The final story varies the format once again: this time his prospective victim is aware of the threat to herself and attempts to evade Prine by going into hiding.  Unfortunately for her, a fellow model incredibly gives her location to a complete stranger (Prine) over the phone.  Once again, the initial threat to the victim comes not from Prine, but from various random men she encounters after her car breaks down and she is forced to hitch hike, culminating in her being drugged and raped by a pair of sailors who pick her up.  As in the first story, Prine in his respectable married man persona, appears to come to her rescue, offering her a lift, only to drive her to a remote woodland spot in order to kill her.  This time, however, he finds that his victim is prepared to fight back.  

As noted earlier, the film is single minded (and quite relentless) in its quest to portray most of humanity and men in particular, as sexually motivated predators obsessed with the degradation of women.  So depraved are most of the men the models encounter in both their work and everyday lives, that it is no wonder that Prine's character is able to win their trust simply by appearing respectable and civilised.  Besides, he only wants to kill them, not rape them.  Moreover, he at least has a coherent motivation, (coherent to him, at least), for targeting the centerfold girls - he is a puritanical religious fanatic who believes that their displaying of their bodies in men's magazines represents an attempt to corrupt decent men through sexual temptation.  The behaviour of virtually every non-pyschopathic male character in the film would seem to validate his claims.  Yet it isn't quite that simple - the film seems, in places, to be trying to explore the mind set that tries to make victims complicit in their own ordeals.  In the first story, for instance, the motel owner's wife assumes that the girl must have been 'asking for it' when she was attacked by the hippies - after all, she is a young, single and emancipated woman who takes her clothes off for money.  Likewise, the motel owner himself thinks that she is 'available' and 'easy' for the same reasons, despite the fact that the hippies had attacked her for being too repressed (she doesn't want to party with them, declines offers of drugs and alcohol and rejects their sexual advances).  Young women, it seems are damned if they appear to be too 'liberated' or if they are too 'repressed'.  They can't win.

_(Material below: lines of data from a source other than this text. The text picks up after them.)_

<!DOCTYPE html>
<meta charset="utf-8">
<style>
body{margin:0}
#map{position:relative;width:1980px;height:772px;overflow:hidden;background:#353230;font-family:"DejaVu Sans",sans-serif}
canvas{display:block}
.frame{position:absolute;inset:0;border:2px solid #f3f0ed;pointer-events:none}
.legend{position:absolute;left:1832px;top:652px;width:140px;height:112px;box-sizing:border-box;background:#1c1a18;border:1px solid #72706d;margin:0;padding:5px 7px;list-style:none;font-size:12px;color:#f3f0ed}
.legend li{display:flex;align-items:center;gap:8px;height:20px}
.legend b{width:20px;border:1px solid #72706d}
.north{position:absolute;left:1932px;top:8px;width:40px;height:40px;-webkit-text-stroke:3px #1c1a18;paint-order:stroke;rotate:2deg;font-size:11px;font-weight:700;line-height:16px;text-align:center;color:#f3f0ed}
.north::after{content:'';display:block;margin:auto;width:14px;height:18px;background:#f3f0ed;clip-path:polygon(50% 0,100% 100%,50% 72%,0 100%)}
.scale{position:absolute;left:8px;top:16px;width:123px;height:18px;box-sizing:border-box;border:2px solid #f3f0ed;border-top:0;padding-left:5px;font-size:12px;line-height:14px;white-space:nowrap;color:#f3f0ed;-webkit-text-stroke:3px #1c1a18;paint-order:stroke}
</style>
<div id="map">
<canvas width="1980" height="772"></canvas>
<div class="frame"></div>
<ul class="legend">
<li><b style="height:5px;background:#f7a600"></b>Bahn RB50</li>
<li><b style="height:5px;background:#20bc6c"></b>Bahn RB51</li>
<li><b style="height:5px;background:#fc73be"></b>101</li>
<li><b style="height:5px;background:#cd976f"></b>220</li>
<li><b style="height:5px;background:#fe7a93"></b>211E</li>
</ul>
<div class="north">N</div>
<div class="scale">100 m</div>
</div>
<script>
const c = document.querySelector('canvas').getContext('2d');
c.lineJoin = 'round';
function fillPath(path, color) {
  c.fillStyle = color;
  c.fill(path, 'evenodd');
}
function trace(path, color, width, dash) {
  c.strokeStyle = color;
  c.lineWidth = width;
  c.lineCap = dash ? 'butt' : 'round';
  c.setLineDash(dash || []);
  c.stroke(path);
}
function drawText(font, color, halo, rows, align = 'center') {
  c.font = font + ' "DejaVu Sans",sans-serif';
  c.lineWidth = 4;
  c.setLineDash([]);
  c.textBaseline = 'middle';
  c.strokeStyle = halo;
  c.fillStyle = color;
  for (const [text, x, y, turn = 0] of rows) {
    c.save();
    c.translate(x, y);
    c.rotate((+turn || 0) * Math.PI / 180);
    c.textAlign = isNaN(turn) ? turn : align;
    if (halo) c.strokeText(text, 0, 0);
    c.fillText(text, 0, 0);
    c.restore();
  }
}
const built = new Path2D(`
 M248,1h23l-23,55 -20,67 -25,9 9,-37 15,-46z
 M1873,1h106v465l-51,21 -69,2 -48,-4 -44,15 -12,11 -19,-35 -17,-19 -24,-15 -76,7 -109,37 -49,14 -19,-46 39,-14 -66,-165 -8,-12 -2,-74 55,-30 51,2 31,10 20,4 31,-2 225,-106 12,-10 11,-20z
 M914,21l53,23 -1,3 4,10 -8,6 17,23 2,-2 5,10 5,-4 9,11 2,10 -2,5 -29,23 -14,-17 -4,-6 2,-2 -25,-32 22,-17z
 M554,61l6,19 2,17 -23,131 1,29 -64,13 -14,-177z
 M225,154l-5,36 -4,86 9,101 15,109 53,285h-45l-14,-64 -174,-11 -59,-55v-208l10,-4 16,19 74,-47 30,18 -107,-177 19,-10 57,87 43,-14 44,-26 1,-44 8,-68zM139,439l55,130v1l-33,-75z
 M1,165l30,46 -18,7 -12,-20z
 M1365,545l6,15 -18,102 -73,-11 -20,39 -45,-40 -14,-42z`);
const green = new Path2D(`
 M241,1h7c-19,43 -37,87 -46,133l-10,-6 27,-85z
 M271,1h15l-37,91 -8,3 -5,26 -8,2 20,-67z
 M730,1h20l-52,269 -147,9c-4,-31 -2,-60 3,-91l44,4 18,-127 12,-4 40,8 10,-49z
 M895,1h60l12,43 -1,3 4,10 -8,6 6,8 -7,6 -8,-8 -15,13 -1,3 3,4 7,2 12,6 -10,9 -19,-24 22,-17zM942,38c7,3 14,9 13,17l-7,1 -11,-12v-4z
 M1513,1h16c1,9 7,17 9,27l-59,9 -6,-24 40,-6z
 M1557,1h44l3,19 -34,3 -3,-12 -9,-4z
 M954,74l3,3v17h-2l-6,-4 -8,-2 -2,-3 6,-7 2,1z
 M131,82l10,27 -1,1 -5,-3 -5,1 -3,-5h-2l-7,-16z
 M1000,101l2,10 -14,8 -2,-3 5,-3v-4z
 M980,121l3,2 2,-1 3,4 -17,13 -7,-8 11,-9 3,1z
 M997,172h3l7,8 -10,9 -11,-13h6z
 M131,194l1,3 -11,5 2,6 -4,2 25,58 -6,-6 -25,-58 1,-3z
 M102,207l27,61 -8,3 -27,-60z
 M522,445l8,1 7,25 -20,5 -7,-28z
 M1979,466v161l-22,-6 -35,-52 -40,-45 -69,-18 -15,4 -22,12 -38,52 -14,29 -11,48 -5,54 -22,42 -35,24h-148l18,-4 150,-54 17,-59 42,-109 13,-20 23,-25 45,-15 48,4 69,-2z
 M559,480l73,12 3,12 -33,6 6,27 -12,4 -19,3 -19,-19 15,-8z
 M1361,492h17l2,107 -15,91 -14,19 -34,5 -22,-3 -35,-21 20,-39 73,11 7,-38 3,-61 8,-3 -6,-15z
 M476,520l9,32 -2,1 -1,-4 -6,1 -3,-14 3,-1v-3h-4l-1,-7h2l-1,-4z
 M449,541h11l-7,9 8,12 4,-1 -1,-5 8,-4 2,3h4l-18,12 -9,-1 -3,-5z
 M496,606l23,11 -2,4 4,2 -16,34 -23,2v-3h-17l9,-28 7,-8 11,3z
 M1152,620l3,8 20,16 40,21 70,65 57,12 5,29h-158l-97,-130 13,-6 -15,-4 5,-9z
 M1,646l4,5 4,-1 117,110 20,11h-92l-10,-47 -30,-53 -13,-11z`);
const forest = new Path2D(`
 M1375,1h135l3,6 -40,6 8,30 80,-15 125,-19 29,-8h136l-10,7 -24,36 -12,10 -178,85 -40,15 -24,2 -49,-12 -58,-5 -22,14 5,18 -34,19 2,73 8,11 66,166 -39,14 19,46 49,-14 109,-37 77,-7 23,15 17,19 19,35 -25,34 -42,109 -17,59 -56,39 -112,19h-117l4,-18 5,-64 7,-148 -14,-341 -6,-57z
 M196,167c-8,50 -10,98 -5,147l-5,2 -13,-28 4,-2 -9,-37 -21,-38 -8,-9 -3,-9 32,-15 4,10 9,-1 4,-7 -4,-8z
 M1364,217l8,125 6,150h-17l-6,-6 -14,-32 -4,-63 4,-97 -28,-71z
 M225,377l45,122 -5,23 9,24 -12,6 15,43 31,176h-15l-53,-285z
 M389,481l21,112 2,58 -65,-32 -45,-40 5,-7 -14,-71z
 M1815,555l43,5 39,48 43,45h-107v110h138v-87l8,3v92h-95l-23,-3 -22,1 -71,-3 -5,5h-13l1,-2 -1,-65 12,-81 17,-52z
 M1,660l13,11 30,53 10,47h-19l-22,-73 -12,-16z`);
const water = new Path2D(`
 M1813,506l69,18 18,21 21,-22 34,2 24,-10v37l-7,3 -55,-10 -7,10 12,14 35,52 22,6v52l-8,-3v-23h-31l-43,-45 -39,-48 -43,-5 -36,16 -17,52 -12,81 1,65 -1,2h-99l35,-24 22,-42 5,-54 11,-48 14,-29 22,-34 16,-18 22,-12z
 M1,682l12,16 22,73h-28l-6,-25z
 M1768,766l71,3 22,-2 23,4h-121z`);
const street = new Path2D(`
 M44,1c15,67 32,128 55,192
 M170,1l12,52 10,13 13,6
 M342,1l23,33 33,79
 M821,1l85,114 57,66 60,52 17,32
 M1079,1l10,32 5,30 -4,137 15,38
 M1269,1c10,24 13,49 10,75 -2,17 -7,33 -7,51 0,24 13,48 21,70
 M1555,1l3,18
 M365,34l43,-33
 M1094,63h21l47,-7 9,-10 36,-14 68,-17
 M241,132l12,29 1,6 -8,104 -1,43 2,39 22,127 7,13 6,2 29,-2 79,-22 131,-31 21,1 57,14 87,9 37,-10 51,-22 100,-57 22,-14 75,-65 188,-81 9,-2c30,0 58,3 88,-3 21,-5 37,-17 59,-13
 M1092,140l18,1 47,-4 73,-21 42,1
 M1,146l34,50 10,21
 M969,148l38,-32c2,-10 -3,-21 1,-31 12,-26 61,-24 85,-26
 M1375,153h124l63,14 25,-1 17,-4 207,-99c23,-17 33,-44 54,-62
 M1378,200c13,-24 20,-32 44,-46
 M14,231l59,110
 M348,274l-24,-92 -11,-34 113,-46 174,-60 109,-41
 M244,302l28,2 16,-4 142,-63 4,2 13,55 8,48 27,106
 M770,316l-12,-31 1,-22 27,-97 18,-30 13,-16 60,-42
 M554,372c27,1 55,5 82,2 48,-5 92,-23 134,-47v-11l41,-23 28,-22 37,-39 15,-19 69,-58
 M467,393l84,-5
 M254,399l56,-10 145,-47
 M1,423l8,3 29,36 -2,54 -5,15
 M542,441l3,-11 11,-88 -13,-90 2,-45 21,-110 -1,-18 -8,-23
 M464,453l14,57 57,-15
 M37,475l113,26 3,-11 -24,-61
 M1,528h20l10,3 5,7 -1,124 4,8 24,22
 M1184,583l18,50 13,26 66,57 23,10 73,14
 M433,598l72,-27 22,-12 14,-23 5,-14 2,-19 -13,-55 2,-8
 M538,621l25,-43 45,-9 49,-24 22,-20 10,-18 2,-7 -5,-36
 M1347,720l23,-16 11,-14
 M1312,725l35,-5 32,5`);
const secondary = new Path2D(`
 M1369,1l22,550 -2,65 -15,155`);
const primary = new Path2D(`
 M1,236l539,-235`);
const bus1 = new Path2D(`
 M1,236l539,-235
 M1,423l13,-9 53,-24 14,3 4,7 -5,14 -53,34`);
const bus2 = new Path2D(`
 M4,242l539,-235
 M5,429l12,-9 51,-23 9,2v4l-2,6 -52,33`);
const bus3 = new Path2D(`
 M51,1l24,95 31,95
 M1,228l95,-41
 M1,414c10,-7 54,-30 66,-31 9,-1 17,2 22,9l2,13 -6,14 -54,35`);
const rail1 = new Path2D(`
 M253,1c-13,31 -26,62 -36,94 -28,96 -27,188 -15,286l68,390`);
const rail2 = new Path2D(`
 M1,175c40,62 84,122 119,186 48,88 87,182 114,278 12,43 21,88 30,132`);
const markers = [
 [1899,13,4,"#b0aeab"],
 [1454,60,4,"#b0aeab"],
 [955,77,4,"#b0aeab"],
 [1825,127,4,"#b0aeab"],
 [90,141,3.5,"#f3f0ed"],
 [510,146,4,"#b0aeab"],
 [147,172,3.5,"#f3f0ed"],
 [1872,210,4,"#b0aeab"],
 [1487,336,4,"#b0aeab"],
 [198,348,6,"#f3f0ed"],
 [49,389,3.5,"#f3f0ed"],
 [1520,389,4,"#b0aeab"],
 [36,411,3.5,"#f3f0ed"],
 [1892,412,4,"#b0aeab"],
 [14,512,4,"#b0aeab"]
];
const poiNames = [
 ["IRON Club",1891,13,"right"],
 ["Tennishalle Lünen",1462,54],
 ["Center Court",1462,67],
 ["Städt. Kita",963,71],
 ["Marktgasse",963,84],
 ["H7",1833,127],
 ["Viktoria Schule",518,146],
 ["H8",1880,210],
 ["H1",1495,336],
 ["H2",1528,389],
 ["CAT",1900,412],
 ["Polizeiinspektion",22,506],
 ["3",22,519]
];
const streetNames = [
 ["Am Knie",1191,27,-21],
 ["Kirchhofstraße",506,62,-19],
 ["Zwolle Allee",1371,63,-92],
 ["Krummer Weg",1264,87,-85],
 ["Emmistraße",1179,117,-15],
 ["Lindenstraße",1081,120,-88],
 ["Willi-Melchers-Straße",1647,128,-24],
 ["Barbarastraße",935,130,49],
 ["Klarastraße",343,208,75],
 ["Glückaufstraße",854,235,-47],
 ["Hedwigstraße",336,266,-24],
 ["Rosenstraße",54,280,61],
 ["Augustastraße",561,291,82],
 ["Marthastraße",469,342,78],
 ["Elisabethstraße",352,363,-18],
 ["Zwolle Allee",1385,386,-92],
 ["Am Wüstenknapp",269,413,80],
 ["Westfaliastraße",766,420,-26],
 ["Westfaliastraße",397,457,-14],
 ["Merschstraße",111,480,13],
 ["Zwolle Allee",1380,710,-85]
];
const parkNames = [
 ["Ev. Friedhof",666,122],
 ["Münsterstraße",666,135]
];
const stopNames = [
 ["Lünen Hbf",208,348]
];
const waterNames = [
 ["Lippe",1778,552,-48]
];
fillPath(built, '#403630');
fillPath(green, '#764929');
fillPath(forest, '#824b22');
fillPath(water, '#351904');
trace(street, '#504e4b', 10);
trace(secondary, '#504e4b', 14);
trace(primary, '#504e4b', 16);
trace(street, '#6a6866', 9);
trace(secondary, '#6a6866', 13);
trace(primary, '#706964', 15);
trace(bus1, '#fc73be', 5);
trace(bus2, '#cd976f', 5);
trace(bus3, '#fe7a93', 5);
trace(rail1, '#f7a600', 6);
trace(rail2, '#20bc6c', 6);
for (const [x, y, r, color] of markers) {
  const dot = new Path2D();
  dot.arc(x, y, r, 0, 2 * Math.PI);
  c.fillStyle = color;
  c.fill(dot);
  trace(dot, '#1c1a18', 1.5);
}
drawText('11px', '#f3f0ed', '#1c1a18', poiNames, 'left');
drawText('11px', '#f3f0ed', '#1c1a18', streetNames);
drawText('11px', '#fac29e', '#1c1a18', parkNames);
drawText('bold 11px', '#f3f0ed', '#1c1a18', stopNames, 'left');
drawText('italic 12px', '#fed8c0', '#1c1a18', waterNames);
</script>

It has to be said that The Centerfold Girls comes over as scummy in every respect, with grainy, often bleached out looking (thanks to be mainly being shot in bright California sunlight) photography, scratchy sound and sometimes choppy editing.  But the look complements the subject matter perfectly.  Nevertheless, some scenes are highly effective - the final confrontation in a burnt pout section of forest, for instance, with the protagonists surrounded by the charred and twisted remains of trees.  Overall, The Centerfold Girls is a less than subtle film in its depiction of male violence and the persecution of female sexual liberty.  Moreover, to ram home the reductive way in which Prine's character views the world, he lives in an all white apartment and wears black clothes.  But Prine could always play psychopaths well and he does so here, alternately a ranting religious fanatic and an apparently respectable, rational, middle class professional.  Aldo Ray is also suitably sleazy as the lascivious motel owner in the first story.  Of the victims, only the last, played by Tiffany Bolling, is particularly memorable.  The film actually has a lot to recommend it - not least that sub-text about victim blaming that lurks in the script, but also its structure: the episodic format and the focus on the killer and his victims rather than the police investigation, (the usual focus of such films).  Indeed, the police are shown to be spectacularly ineffective throughout the film, (as they more often than not are with regard to real life stalking cases).  The Centerfold Girls was one of only a handful of films (all low budget) directed by John Peyser, who was otherwise a prolific director of episodic television, but he succeeds in turning out a suitably gritty piece of exploitation which, despite the episodic format, moves along at a decent pace.  Satisfyingly sleazy, it is well worth a look.